[Data for this exercise]

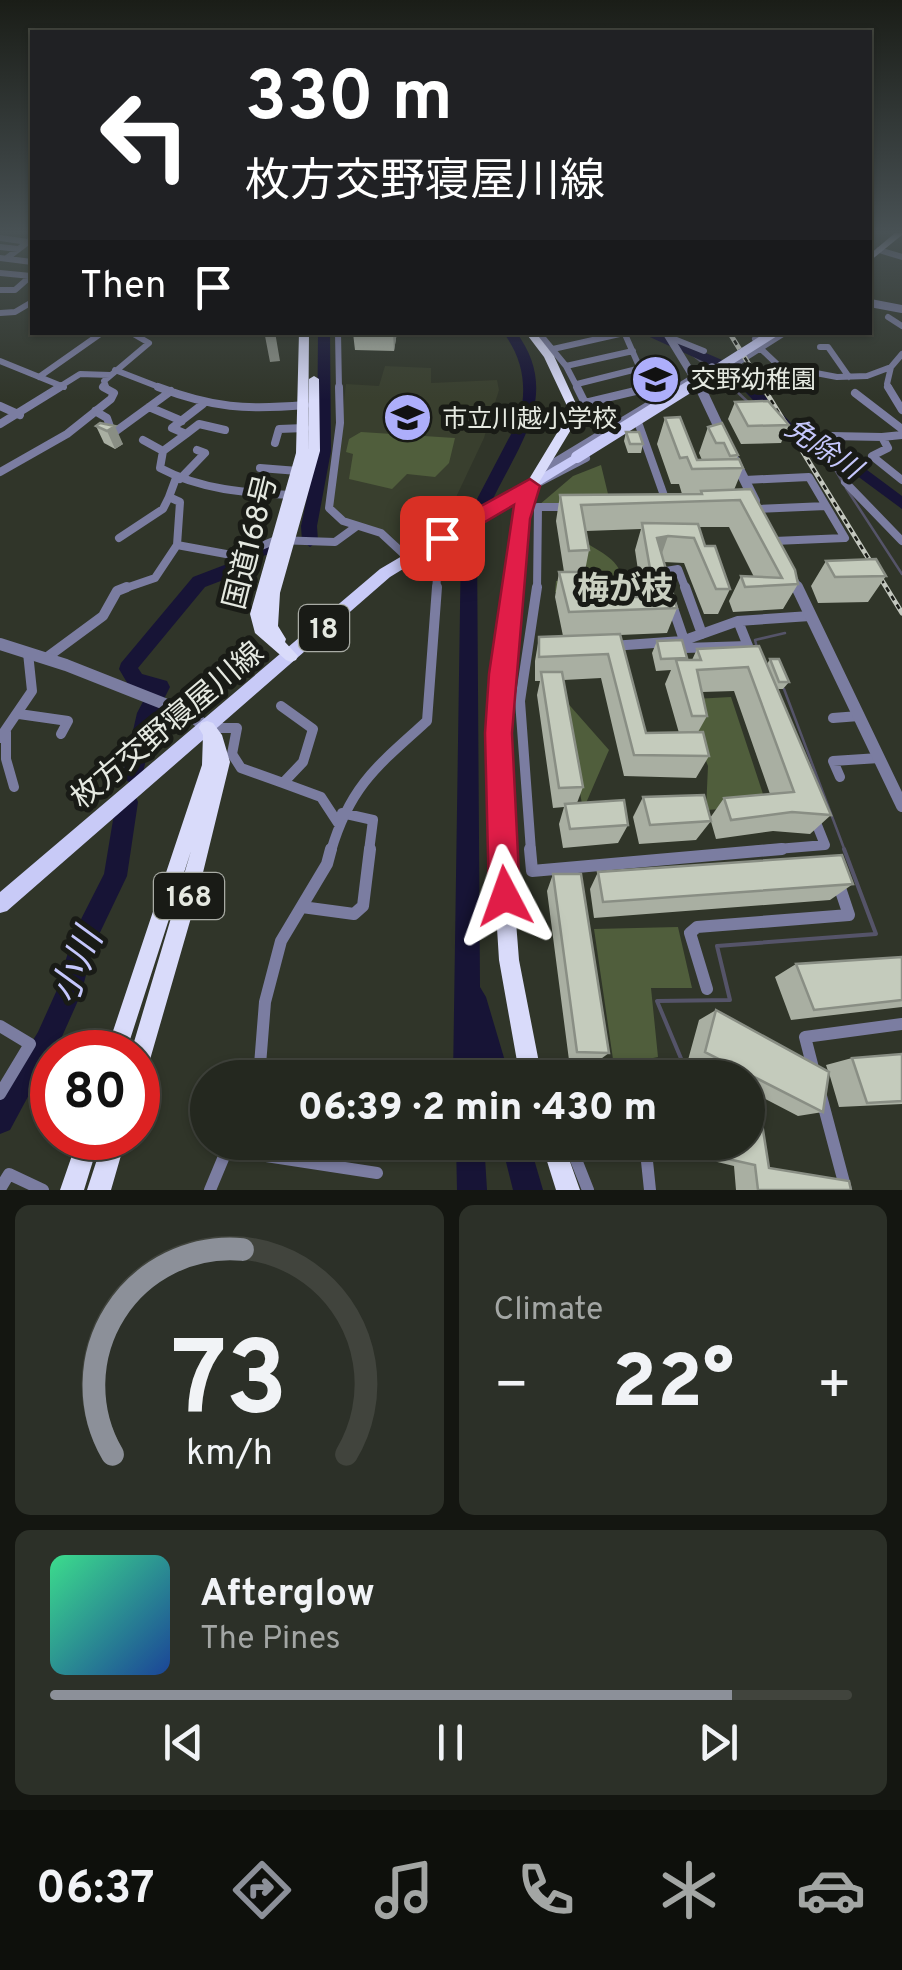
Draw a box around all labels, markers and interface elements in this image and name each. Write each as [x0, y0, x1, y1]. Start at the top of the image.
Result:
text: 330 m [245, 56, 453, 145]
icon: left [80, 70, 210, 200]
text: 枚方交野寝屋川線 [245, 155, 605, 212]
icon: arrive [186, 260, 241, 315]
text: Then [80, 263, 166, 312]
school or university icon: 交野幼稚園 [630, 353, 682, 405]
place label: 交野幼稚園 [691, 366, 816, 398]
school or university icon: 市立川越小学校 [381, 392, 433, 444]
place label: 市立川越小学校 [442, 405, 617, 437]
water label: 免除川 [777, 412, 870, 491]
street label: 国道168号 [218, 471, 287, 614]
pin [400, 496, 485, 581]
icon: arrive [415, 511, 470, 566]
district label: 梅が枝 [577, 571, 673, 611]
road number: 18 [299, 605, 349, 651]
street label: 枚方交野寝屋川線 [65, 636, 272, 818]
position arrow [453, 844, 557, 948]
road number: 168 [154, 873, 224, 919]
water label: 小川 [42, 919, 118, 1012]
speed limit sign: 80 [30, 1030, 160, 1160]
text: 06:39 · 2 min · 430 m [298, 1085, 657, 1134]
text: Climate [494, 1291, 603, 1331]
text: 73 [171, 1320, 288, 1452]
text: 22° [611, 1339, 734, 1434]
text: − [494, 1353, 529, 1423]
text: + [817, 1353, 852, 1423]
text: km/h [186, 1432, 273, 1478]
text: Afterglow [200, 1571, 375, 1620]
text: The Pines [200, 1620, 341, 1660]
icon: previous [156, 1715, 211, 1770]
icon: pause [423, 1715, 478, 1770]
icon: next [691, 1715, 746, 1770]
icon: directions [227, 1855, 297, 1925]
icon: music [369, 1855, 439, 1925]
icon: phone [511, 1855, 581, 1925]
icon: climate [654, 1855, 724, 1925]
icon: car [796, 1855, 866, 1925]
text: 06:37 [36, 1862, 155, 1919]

[/Data for this exercise]

An exact copy of the entries above is needed, with the pictures removed.

» Problem solution:
Draw a box around all labels, markers and interface elements in this image and name each. Write each as [x0, y0, x1, y1]. Start at the top of the image.
Result:
text: 330 m [245, 56, 453, 145]
icon: left [80, 70, 210, 200]
text: 枚方交野寝屋川線 [245, 155, 605, 212]
icon: arrive [186, 260, 241, 315]
text: Then [80, 263, 166, 312]
school or university icon: 交野幼稚園 [630, 353, 682, 405]
place label: 交野幼稚園 [691, 366, 816, 398]
school or university icon: 市立川越小学校 [381, 392, 433, 444]
place label: 市立川越小学校 [442, 405, 617, 437]
water label: 免除川 [777, 412, 870, 491]
street label: 国道168号 [218, 471, 287, 614]
pin [400, 496, 485, 581]
icon: arrive [415, 511, 470, 566]
district label: 梅が枝 [577, 571, 673, 611]
road number: 18 [299, 605, 349, 651]
street label: 枚方交野寝屋川線 [65, 636, 272, 818]
position arrow [453, 844, 557, 948]
road number: 168 [154, 873, 224, 919]
water label: 小川 [42, 919, 118, 1012]
speed limit sign: 80 [30, 1030, 160, 1160]
text: 06:39 · 2 min · 430 m [298, 1085, 657, 1134]
text: Climate [494, 1291, 603, 1331]
text: 73 [171, 1320, 288, 1452]
text: 22° [611, 1339, 734, 1434]
text: − [494, 1353, 529, 1423]
text: + [817, 1353, 852, 1423]
text: km/h [186, 1432, 273, 1478]
text: Afterglow [200, 1571, 375, 1620]
text: The Pines [200, 1620, 341, 1660]
icon: previous [156, 1715, 211, 1770]
icon: pause [423, 1715, 478, 1770]
icon: next [691, 1715, 746, 1770]
icon: directions [227, 1855, 297, 1925]
icon: music [369, 1855, 439, 1925]
icon: phone [511, 1855, 581, 1925]
icon: climate [654, 1855, 724, 1925]
icon: car [796, 1855, 866, 1925]
text: 06:37 [36, 1862, 155, 1919]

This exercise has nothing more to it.